The type of an assignment expression
is the type of the left operand unless
the left operand has qualified type,
in which case it is the unqualified
version of the type of the left
operand. The side effect of updating the stored value of the left operand shall
occur between the previous and the next sequence point.
So this clearly makes the difference between "the value of the left operand" and the update of the stored value. Also note that the return is not an lvalue (so there is no reference to the variable in the return of the expression) and all qualifiers are lost.

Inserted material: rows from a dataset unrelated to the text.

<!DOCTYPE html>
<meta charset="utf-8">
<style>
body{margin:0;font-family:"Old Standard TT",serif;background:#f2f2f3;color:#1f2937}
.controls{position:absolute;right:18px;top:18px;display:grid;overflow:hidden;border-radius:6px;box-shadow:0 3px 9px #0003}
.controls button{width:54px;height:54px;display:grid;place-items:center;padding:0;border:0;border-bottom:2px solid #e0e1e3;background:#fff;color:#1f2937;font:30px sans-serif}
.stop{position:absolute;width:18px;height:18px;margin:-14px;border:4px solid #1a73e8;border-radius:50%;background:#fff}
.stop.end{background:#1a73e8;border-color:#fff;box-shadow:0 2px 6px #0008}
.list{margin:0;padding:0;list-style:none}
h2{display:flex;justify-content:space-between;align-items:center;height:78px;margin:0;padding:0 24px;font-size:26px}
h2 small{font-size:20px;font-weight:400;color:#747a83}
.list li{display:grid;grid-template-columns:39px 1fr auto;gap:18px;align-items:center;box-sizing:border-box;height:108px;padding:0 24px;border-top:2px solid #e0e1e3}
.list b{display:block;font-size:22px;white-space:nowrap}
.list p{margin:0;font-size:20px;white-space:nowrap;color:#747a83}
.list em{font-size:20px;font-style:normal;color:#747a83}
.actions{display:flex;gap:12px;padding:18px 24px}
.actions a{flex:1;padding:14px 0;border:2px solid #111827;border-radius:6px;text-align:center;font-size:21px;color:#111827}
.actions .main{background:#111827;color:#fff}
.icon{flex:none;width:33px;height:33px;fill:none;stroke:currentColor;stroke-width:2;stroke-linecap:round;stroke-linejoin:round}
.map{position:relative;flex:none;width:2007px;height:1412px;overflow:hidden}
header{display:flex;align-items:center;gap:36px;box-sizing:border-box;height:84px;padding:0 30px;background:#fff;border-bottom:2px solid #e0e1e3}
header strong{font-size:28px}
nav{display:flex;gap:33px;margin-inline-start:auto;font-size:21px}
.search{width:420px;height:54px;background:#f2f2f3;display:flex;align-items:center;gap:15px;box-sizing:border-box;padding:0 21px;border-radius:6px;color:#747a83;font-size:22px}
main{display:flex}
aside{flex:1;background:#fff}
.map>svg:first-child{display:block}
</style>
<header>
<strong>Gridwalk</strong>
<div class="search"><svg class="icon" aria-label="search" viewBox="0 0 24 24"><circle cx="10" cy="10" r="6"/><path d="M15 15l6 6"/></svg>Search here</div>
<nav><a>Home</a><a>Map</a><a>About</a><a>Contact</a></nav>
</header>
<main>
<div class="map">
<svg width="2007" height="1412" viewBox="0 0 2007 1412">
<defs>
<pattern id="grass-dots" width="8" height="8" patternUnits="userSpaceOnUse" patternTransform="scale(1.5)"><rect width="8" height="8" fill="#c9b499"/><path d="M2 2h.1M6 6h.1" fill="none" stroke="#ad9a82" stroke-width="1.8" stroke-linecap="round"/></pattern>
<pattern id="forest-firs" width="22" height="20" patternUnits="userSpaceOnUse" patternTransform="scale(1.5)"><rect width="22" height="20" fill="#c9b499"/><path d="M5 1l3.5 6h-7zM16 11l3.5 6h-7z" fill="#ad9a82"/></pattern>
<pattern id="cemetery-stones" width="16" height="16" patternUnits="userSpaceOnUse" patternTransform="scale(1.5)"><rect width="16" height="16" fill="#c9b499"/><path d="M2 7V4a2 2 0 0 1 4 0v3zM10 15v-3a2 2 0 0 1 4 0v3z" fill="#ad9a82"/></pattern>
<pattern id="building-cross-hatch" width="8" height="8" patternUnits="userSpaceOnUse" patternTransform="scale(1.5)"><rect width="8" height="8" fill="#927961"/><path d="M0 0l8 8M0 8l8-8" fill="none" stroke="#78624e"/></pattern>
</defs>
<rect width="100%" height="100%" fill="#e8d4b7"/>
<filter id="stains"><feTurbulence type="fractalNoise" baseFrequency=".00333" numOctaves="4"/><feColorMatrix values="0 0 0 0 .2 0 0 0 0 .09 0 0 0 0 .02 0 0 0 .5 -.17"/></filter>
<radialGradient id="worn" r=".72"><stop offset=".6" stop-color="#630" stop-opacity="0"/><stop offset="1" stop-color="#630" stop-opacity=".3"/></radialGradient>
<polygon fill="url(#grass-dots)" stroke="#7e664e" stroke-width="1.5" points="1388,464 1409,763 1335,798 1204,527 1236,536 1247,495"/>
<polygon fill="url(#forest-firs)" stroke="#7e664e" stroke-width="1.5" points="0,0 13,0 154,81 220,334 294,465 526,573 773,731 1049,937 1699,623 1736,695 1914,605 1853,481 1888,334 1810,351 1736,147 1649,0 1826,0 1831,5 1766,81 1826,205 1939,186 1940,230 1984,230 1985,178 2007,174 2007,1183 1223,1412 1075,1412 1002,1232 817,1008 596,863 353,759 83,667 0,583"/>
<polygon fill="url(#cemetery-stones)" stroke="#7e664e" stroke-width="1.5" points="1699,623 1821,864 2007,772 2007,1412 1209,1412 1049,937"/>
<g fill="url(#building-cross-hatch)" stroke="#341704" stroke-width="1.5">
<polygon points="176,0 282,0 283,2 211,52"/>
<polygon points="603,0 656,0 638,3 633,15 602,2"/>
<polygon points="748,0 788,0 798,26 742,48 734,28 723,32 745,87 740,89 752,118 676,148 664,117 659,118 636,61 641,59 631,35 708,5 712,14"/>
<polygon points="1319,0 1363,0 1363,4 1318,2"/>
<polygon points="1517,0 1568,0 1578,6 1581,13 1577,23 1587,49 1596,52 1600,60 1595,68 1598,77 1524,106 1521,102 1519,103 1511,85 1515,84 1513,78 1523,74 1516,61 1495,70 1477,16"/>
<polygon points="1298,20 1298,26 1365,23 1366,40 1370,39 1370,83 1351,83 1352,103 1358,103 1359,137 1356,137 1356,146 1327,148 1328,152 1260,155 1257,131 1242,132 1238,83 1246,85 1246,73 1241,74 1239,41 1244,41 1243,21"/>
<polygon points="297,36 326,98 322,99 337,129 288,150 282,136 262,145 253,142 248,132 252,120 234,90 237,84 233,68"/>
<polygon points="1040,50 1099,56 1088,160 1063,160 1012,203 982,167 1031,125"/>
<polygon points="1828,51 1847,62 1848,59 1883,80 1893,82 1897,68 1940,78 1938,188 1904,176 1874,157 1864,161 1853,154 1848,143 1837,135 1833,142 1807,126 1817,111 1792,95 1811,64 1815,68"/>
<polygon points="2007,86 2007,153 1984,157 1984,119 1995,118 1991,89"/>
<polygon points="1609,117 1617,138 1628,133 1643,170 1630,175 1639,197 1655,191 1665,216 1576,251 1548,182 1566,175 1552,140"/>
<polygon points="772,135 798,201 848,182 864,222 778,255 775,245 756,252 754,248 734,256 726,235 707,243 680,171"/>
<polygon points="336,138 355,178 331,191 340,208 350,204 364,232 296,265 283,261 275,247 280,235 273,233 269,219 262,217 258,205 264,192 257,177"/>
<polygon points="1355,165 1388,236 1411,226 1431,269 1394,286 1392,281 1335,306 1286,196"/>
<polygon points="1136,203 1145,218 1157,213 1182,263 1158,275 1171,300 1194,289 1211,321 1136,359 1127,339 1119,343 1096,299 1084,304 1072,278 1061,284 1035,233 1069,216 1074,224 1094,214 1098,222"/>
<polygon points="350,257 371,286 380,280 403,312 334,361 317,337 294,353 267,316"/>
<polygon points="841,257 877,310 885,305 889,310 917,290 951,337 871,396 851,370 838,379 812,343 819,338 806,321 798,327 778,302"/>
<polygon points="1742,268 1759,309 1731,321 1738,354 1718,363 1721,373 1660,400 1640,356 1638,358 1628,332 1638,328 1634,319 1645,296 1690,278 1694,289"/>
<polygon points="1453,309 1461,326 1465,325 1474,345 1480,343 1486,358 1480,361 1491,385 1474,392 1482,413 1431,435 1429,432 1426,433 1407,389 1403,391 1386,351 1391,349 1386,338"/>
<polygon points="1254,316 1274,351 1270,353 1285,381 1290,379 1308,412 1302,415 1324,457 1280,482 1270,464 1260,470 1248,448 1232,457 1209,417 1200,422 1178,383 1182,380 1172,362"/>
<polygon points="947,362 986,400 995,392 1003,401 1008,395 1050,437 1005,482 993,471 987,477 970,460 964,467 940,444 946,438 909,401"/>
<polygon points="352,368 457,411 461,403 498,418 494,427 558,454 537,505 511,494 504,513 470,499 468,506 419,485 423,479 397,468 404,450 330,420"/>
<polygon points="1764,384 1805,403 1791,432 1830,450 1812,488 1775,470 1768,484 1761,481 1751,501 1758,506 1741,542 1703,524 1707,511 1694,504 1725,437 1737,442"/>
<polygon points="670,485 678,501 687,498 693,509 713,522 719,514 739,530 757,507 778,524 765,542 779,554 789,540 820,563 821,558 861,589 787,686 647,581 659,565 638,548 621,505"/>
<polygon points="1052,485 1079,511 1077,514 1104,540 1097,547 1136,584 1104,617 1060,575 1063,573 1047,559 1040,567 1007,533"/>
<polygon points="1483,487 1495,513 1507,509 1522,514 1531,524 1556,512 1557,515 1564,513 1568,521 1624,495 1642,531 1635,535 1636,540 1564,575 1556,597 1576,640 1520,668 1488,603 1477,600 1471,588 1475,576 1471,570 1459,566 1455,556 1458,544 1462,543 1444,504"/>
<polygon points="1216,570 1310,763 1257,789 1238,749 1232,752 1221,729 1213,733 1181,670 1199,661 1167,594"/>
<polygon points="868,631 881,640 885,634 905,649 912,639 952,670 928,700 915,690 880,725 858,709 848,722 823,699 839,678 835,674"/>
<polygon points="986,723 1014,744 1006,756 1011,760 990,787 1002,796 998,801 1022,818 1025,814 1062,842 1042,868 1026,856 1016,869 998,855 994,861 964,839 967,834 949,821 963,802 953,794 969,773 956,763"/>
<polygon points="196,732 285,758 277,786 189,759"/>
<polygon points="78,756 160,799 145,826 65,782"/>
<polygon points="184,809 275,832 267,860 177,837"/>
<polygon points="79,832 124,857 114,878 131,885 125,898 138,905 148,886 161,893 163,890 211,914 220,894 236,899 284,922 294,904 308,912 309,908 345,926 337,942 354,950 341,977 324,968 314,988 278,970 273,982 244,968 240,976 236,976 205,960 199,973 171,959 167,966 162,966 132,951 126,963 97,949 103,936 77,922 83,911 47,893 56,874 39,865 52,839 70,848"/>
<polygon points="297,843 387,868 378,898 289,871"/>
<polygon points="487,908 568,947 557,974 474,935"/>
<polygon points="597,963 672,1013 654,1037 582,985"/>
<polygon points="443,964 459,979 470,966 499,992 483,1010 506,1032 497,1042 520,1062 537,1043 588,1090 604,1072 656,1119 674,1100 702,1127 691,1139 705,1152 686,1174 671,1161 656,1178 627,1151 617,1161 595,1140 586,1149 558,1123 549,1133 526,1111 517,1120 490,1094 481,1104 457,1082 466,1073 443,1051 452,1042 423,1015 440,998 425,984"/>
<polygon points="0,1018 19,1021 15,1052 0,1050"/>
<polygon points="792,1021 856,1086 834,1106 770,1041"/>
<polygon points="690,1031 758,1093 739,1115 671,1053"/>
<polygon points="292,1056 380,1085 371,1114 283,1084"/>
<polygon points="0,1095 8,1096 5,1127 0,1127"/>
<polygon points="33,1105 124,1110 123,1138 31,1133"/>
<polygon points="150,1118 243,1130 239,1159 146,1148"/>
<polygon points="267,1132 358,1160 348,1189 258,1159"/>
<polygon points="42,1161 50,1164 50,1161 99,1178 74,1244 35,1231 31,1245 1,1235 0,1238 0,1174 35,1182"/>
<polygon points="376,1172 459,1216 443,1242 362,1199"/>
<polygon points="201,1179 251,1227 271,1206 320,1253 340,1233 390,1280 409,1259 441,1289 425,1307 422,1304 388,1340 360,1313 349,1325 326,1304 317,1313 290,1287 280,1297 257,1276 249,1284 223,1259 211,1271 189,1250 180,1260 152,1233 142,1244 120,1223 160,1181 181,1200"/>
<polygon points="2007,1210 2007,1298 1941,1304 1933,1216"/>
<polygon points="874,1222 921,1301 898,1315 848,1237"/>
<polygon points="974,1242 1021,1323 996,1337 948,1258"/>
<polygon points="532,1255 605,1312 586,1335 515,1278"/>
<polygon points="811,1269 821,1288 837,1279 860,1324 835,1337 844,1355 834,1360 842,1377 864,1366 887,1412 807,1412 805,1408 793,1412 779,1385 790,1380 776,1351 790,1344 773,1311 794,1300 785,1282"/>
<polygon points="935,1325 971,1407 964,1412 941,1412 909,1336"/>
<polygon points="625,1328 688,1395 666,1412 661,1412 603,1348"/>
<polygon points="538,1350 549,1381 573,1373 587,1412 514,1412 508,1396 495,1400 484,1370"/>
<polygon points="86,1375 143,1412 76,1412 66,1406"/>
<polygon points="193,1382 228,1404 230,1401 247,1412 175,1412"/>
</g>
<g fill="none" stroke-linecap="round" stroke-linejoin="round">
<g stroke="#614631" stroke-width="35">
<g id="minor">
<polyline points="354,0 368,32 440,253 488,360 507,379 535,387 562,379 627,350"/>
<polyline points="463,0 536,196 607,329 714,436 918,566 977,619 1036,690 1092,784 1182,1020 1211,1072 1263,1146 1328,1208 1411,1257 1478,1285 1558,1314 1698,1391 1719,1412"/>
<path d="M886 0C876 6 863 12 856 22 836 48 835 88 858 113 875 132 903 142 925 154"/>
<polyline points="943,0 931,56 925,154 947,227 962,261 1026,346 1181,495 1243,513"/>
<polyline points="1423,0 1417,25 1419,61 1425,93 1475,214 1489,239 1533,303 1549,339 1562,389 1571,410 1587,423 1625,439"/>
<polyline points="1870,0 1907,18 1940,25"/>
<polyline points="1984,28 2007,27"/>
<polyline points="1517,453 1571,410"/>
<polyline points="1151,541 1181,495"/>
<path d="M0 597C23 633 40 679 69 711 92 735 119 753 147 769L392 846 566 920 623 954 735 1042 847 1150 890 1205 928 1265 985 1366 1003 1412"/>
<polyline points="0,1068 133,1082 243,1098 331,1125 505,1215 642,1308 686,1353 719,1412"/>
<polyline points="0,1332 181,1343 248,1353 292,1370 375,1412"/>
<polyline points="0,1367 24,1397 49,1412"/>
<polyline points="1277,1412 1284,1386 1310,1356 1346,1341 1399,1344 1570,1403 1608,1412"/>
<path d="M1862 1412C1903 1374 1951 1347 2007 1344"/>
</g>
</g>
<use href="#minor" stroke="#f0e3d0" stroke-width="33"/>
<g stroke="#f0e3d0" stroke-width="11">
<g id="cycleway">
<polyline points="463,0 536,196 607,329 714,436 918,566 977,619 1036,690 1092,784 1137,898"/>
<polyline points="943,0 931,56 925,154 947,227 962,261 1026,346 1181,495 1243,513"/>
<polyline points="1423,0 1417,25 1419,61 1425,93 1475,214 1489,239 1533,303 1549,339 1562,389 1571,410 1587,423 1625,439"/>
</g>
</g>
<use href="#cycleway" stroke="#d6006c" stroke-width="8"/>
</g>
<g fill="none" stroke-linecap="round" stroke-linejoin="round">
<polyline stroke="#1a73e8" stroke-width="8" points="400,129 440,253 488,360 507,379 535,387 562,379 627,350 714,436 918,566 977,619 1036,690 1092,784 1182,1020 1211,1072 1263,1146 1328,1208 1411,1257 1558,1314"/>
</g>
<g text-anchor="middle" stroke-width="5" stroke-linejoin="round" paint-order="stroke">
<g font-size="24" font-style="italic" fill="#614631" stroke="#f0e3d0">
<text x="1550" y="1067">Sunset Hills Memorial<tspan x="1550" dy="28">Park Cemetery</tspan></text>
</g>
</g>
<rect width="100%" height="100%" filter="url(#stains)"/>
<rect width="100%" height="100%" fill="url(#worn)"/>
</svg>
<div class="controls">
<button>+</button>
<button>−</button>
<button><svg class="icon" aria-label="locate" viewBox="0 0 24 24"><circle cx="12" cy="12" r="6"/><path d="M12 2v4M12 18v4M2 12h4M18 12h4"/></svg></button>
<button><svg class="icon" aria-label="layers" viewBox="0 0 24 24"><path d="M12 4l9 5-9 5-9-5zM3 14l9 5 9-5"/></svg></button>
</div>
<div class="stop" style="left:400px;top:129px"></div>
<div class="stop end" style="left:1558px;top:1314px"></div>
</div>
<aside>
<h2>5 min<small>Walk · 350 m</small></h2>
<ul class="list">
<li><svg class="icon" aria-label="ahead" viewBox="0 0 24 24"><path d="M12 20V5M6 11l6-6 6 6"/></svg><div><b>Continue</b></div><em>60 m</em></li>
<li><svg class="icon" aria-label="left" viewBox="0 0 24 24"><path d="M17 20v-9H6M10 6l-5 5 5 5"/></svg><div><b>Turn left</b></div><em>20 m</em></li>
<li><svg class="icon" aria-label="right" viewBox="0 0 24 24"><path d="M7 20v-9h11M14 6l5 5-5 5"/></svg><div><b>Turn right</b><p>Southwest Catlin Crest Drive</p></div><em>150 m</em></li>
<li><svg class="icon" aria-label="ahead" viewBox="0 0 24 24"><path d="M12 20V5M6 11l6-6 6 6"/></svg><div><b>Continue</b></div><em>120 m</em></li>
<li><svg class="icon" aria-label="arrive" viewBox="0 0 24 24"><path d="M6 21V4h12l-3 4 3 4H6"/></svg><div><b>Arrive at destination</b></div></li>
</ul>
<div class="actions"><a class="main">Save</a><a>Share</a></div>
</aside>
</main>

So I read this as gcc doing the right thing when it returns the value that it knowingly has to store.
Edit:
The upcoming standard plans to clarify that by adding a footnote:
The implementation is permitted to
read the object to determine the value
but is not required to, even when the
object has volatile-qualified type.
Edit 2:
Actually there is another paragraph about expression statements that might shed a light on that:
The expression in an expression
statement is evaluated as a void
expression for its side effects.\footnote{Such as assignments, and function calls which have side effects}
Since this implies that the effect of returning a value is not wanted for such a statement, this strongly suggests that the value may only be loaded from the variable if the value is used.
As a summary, your customer really is rightly upset when he sees that the variable is loaded. This behavior might be in accordance with the standard if you stretch the interpretation of it, but it clearly is on the borderline of being acceptable.
Reading back seems to be nearer to the standard (especially considering that reading a volatile variable can result in a different value than the one written), but I'm pretty sure it isn't what is expected by most code using volatile, especially in contexts where reading or writing a volatile variable triggers some other effects.
volatile in general isn't very well defined -- "What constitutes an access to an object that
has volatile-qualified type is implementation-defined."
Edit: If I had to make a compiler, I think I wouldn't read back the variable if it isn't used and reread it if is, but with a warning. Then should a cast to void be an used?
(void) v;
should surely be one, and considering that, I don't any reason for
(void) v = exp;
not to be. But in any case, I'd give a warning explaining how to get the other effect.
BTW, If you work on a compiler, you probably have someone in contact with the C committee, filling a formal defect report will bring you a binding interpretation (well, there is the risk of the DR being classified "Not A Defect" without any hint about what they want...)
The language in the standard says nothing about reading the volatile variable, only what the value of the assignment expression is, which a) is defined by C semantics, not by the content of the variable and b) isn't used here, so need not be calculated.